Urban development: nurturing health, happiness, and wellbeing in cities

Placemaking‘ brings back life to urban centers, removing cars, and creating cultural capital, preserving memories and places for people to meet each other. The Project for Public Spaces operate using a bottom-up consultative approach. An example might be, find an under-performing city center, go talk to all the locals, capture visions and ideas for how the center ‘could be’. Having everyone on-board means funding comes easily from local businesses and government. Invest in the place and revitalize it.

What PPS has accomplished over the past 30 years–and what we have grown to become as an organization–is remarkably more complex and interesting than anything we imagined possible in 1975.

We didn’t realize at that time how enormous the task before us really was. Our core belief was simple: When you focus on Place, you do everything differently. This means when you look first at local communities’ assets and aspirations, you create public spaces that will nurture people’s health, happiness, and wellbeing.
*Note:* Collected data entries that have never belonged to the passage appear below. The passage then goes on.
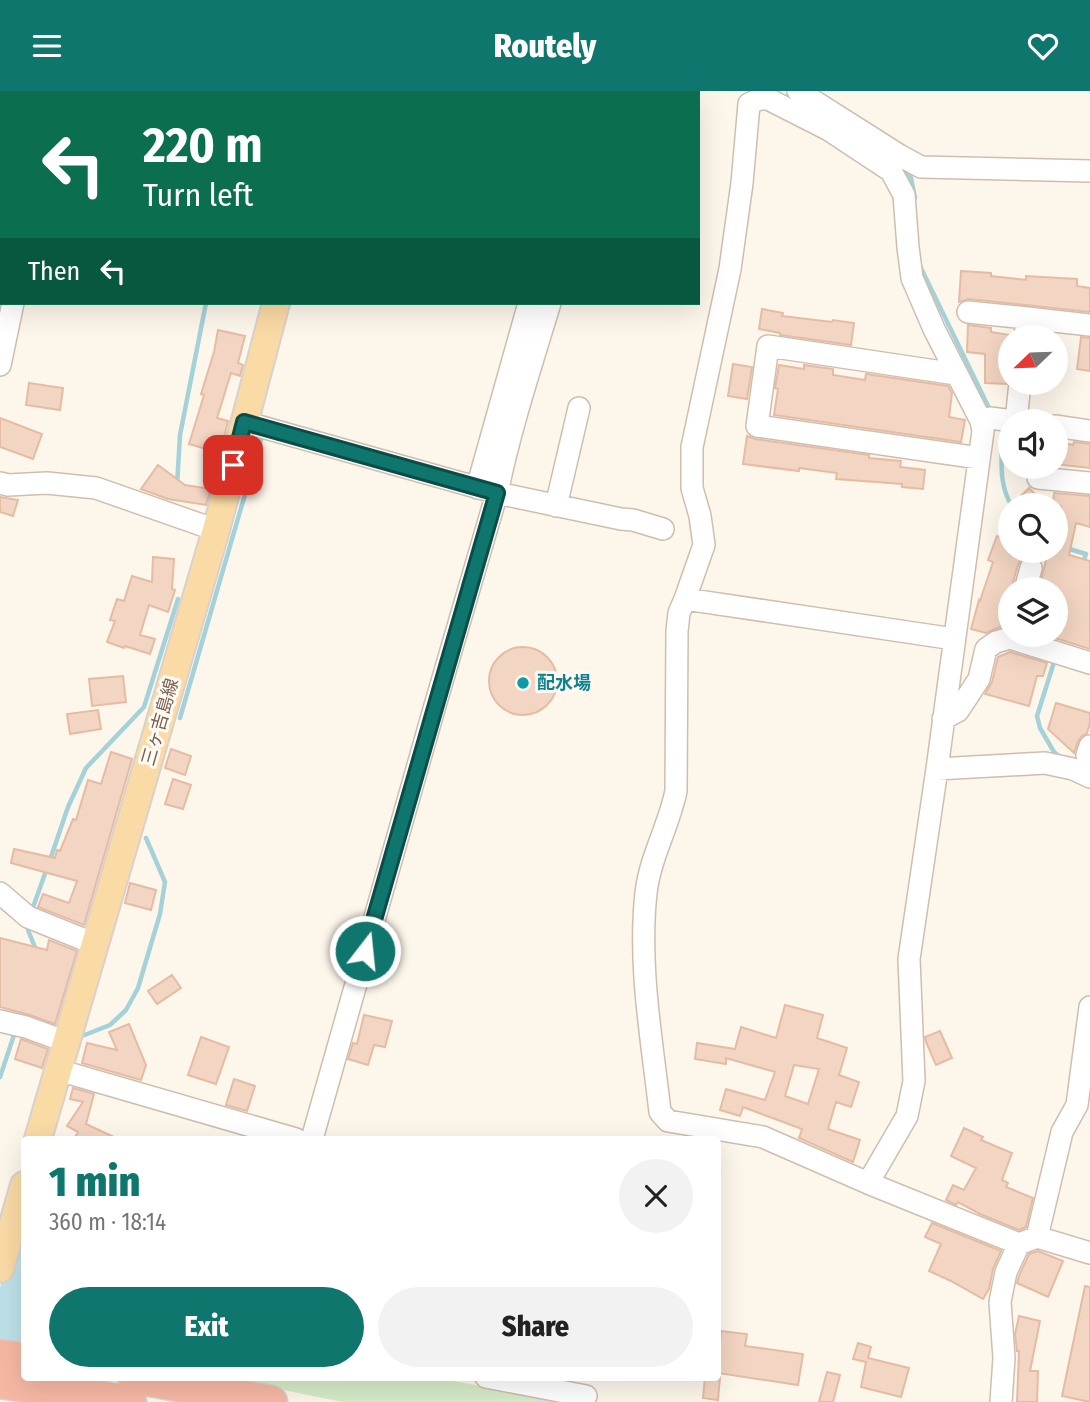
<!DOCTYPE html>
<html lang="en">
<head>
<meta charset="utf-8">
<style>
  body { margin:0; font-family:"Fira Sans Condensed","Noto Sans JP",sans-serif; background:#f2f2f2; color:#222; height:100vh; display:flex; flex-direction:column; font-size:26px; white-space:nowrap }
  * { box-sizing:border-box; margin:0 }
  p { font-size:23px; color:#767676 }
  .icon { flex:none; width:38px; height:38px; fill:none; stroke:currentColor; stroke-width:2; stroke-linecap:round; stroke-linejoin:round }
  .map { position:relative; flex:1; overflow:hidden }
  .side { position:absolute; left:21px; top:1045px; width:700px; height:245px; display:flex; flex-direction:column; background:#fff; border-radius:7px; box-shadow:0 7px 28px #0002 }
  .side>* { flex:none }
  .banner { position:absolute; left:0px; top:0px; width:700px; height:214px; box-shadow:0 7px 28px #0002; background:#0b6e4f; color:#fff; overflow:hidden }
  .needle { width:46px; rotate:247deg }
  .buttons { position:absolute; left:998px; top:234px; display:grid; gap:14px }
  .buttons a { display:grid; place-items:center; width:70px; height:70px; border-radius:50%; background:#fff; box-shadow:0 7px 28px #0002; font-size:35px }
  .pin { position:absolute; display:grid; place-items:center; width:60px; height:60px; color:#fff; margin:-30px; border-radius:14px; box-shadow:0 4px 10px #0006 }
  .me { position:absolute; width:77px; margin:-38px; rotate:16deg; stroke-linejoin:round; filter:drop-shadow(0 0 5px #0008) }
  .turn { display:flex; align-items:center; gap:24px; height:147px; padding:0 28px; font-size:32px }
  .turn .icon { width:91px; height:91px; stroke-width:2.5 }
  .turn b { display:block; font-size:49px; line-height:60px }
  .then { display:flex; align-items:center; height:66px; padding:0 28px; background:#0003; gap:14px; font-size:26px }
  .round { display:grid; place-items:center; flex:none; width:74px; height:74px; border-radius:37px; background:#f2f2f2 }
  .head { display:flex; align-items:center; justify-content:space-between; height:119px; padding:0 28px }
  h1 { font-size:42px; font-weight:800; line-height:52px; color:#0f766e }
  .primary-button { display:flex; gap:14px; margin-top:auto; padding:14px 28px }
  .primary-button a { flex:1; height:80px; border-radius:42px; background:#0f766e; color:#fff; font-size:28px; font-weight:800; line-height:80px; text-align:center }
  .primary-button a+a { background:#f2f2f2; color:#222 }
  header { display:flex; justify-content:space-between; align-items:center; height:91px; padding:0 28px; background:#0f766e; color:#fff; font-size:32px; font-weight:800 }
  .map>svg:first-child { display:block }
  .green { fill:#d6ebc8 }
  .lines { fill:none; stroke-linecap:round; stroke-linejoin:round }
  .stream { stroke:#a5d1d9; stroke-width:4.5 }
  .river { stroke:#bee1e7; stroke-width:26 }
  .building { fill:#f2d5c2; stroke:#e5bca3; stroke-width:2; fill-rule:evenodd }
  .minor-casing { stroke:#cfbeaf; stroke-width:24 }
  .major-casing { stroke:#d9d1cd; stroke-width:30 }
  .highway-casing { stroke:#d9d1cd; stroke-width:35 }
  .minor { stroke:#fff; stroke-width:21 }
  .major { stroke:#fadaa5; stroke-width:26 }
  .highway { stroke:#f6b8a3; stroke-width:32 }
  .route-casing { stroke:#0a4d48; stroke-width:18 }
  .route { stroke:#0f766e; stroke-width:12 }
  .culture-dot { fill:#0f9aa8; stroke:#fffaf2; stroke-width:2.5 }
  .labels { text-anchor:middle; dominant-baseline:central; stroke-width:6; stroke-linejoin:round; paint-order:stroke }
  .culture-label { font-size:18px; font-weight:bold; fill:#0d838f; stroke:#fffaf2; text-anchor:start }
  .street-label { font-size:18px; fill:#785c4d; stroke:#fffaf2 }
</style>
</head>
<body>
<header><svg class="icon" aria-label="menu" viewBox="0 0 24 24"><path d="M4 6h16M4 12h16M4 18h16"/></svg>Routely<svg class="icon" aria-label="heart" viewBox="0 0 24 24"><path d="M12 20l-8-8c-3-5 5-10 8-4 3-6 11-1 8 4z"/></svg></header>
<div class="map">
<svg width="1090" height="1311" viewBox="0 0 1090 1311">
  <rect width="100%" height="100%" fill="#fdf6eb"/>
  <path class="green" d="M220 1286H432L517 1302 594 1311H342Z"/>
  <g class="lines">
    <path class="stream" d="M92 0 95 2
      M900 75 911 87 915 107
      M920 175 989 317
      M1002 343C1002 367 998 394 1012 415
      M177 394 180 344 206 212
      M1066 457 1086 463 1083 472
      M1055 568 1037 625 1040 637 1054 661 1061 667
      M180 627 262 345 266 346
      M50 769 68 716 86 677 144 616 178 508
      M31 822 47 777
      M29 834 28 839 36 859
      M82 945 110 934 126 919 138 897 160 823 165 791 146 747
      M0 986 15 941"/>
    <path class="river" d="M0 1157 23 1169 10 1207 12 1241 10 1276 7 1285"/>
  </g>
  <path class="building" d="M961 180 991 182V185L1026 189V185L1077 188V195L1090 197V221L969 208 959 211Z
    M762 218 783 222 782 225 832 231 833 229 854 232 851 254 780 244V242L759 238Z
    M968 234 991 237V241L1010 244V268H1008L1007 293 985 292V263L967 261Z
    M218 239 245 245 238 272 243 274 240 285 231 282 217 327 228 330 220 362 189 353 204 304 201 303 214 261Z
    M1081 246 1090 247V280L1077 278Z
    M733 273 752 276 747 308 728 305Z
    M779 274 804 278V274L833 278V284L865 289 866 283 948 295 952 302 949 326 965 329 961 351 774 324 778 298 775 297Z
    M29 292 63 297 60 319 26 314Z
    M0 327 42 343 33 368 0 356Z
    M747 345 755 348 869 364V367L901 370 900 376 925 379 923 398 902 396V393L836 388 837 382 799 377V380L743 373Z
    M1055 350 1073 354 1074 351 1090 353V377L1055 373Z
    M158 374 185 394 211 398 206 414 168 408 141 398Z
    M1029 397 1047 415H1011Z
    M1054 402 1090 405V436L1076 432 1069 464 1090 470V558L1055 547V499H1039L1048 460H1055V441L1061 415H1053Z
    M0 406 18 409 13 425 0 421Z
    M997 445 1010 449V460H1027L1025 466 1021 468 1018 474 1000 536 986 542 971 538 979 509 980 510 993 471 988 469Z
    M153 466 174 468 172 498 175 499 168 521 149 514 140 544 155 548 150 563 125 555 124 557 107 551 115 530 110 529 117 508 124 510 132 485 152 491Z
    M489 590a34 34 0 1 1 68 0a34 34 0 1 1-68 0Z
    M1010 561 1047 572 1043 585H1037L1029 615 985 603 992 591 998 566Z
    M123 585 126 611 92 615 89 588Z
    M1056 612 1090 622V632L1087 642 1082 645 1078 650 1074 662 1048 638Z
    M98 619 101 638 70 643 67 623Z
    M171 658 191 665 185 684 165 677Z
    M111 661 132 668 84 834 38 816 43 803 69 812 77 790 11 772 14 758 55 767 57 759 60 760 73 728 76 729 88 689 101 693Z
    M173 688 191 694 183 718 165 713Z
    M130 792 156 799 151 819 125 812Z
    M0 847 47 859 49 849 77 860 55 933 30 924 0 916Z
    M172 884 181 897 157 913 148 900Z
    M785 914 823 924 817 947 847 957 839 984 859 991 851 1016 836 1011 828 1038 860 1049 853 1071 799 1047 802 1038 743 1016 740 1025 720 1019 726 998 765 1009 775 981 726 967V973L695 968 697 952 735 958 741 936 776 947ZM794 974 819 978 808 1013 785 1005Z
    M364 924 392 930 385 956 374 954 368 974 348 968 353 952 357 953Z
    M129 933 146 974 141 989 82 972 87 952 117 959 109 941Z
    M940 940 952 967 936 974 926 951 925 946Z
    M201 946 229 956 216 993 188 984Z
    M21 948 48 958 42 977 15 968Z
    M234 988 255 995 247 1020 226 1014Z
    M73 997 94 1003 86 1033 118 1048H74L78 1041 67 1035 83 1011 70 1008Z
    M964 1037 983 1046 981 1049 1012 1062 1002 1089 1008 1092 1006 1096 1033 1107 1026 1136 1019 1139 980 1123 958 1111 956 1114 946 1109 953 1094 964 1099 976 1077 951 1065Z
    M932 1132 1001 1160 993 1178 989 1198 983 1208 951 1190 929 1180 941 1153 925 1146Z
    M1038 1160 1063 1170 1048 1206 1017 1192 1019 1185 1029 1163Z
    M1085 1195 1090 1196V1311L1062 1305Z
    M1019 1225 1040 1230 1030 1280H1038L1037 1311H1017L1019 1260H1017L1015 1243Z
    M721 1240 747 1243 745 1255 803 1263 798 1294 718 1282Z
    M858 1252 871 1256 868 1267 909 1277 901 1306 861 1296 866 1271 853 1268Z
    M827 1281 840 1284 833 1311H819Z
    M705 1286H720L718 1309 703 1307Z"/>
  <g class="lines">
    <defs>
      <path id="minor" d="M798 0 899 64 921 76 1090 80
        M75 2V0
        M580 2V0
        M603 2V0
        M968 221 1027 227 1025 247
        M1027 227 1090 234
        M0 274 13 212
        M956 283 768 255 757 335 979 367
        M981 330 990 327 1021 331
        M1016 330 1020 292
        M244 331 497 402 621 428 633 429 663 438
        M1055 335 1090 340
        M1038 387 1090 392
        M0 392 8 394 47 392 96 397 216 439
        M477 397 529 212
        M556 415 579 317
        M1025 499 1031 477
        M685 508 704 454 700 425 692 397V356L730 178 742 92 749 13 759 8H768L829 39 891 80 904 104 908 156 912 187 934 238 981 330 983 340 937 678 909 868 914 990 907 1025 868 1092
        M954 548 685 508 679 522 677 540 676 700C669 735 650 766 646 802 638 875 652 949 660 1021L668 1030 763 1046 868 1092 1019 1153
        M943 628 958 620 979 588 986 558 996 551 1010 547 1090 572
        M1090 655 1087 664 1090 665
        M937 678 1045 672 1073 678 1090 686
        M0 802 28 826 95 853
        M0 930 26 936 67 951
        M58 979 296 1048
        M312 1048 434 618 497 402C510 338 531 275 550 212
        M1037 1146 1062 1041 1077 1014 1090 916
        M486 1286 586 1305
        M1001 1311 1004 1267 1000 1211 1006 1181 1019 1153 1037 1146 1090 1162"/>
      <path id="major" d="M328 2V0
        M38 1048 216 439 276 212
        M0 1178 24 1094"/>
      <path id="highway" d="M0 1265 24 1268
        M134 1286 271 1311
        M0 1291 130 1311"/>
    </defs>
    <use href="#minor" class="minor-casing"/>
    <use href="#major" class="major-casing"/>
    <use href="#highway" class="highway-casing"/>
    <use href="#minor" class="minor"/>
    <use href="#major" class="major"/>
    <use href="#highway" class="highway"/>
  </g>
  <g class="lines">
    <defs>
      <path id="route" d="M233 374 244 331 497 402 365 860"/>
    </defs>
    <use href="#route" class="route-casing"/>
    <use href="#route" class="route"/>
  </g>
  <circle class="culture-dot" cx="523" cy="592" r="7"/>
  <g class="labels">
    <g class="culture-label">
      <text x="537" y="592">配水場</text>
    </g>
    <g class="street-label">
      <text transform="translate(160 631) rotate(-74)">三ヶ吉島線</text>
    </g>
  </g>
</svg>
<div class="buttons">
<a><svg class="needle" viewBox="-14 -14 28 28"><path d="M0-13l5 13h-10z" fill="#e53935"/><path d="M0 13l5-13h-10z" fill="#767676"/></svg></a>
<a><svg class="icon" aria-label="sound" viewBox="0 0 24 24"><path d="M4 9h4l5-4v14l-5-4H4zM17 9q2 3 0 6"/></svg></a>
<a><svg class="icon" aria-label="search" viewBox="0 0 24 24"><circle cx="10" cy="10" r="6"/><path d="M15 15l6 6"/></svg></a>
<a><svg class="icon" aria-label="layers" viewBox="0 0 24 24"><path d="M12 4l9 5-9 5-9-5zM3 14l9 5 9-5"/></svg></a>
</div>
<div class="pin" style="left:233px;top:374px;background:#d93025"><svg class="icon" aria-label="arrive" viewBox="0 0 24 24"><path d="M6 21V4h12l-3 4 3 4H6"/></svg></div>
<svg class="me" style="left:365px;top:860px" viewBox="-20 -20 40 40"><circle r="17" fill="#0f766e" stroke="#fff" stroke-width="3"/><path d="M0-11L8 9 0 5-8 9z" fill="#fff"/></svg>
<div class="banner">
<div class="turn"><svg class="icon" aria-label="left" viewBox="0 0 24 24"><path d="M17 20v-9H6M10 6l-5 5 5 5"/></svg><div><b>220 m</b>Turn left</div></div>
<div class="then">Then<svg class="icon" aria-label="left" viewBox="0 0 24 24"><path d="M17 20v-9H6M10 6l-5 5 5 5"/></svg></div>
</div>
<section class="side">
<div class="head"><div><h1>1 min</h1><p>360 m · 18:14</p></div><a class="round"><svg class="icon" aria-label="close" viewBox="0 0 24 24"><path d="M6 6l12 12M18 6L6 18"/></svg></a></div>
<div class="primary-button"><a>Exit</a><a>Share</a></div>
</section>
</div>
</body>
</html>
We quickly discovered, however, that this approach ran against the deeply ingrained habits of most design professionals, traffic engineers, developers, and public policymakers.

By the mid-1990s PPS had acquired a long record of accomplishments and a national reputation, but our original goal of revolutionizing the design and management of public spaces remained largely unfulfilled. But it was around this time that we began to notice some remarkable changes–small at first, but steadily building into a shift of historic proportions: Institutions with enormous influence over shaping the built environment were coming around to our way of thinking.

Departments of Transportation in several states wanted PPS to teach them how to design streets as places that balanced the needs of people, transit, and cars. The General Services Administration, the branch of the U.S. government in charge of federal buildings, enlisted us to transform public properties into vital places throughout the country. The Federal Highway Administration tapped us to create on online resource center to boost the adoption of Context Sensitive Solutions, which take communities into account in transportation planning, for all 50 states. Without compromising our values, we had found a new and receptive audience for the ideas of Placemaking among key decision-makers.

Today, even as obstacles that once seemed insurmountable begin to fall, unexpected challenges arise and old struggles persist. Thirty years ago, for instance, we could never have foreseen the havoc that big-box retailers would wreak on downtowns and local economies. And we still have a long way to go before our nation’s parks, streets, and public buildings are designed and managed as places that actually serve the public. As we embark on our next thirty years by tackling the challenges before us, we know from our past work that nothing is out of reach. Casey Stengel said it best: “I always heard it couldn’t be done, but sometimes that don’t work out.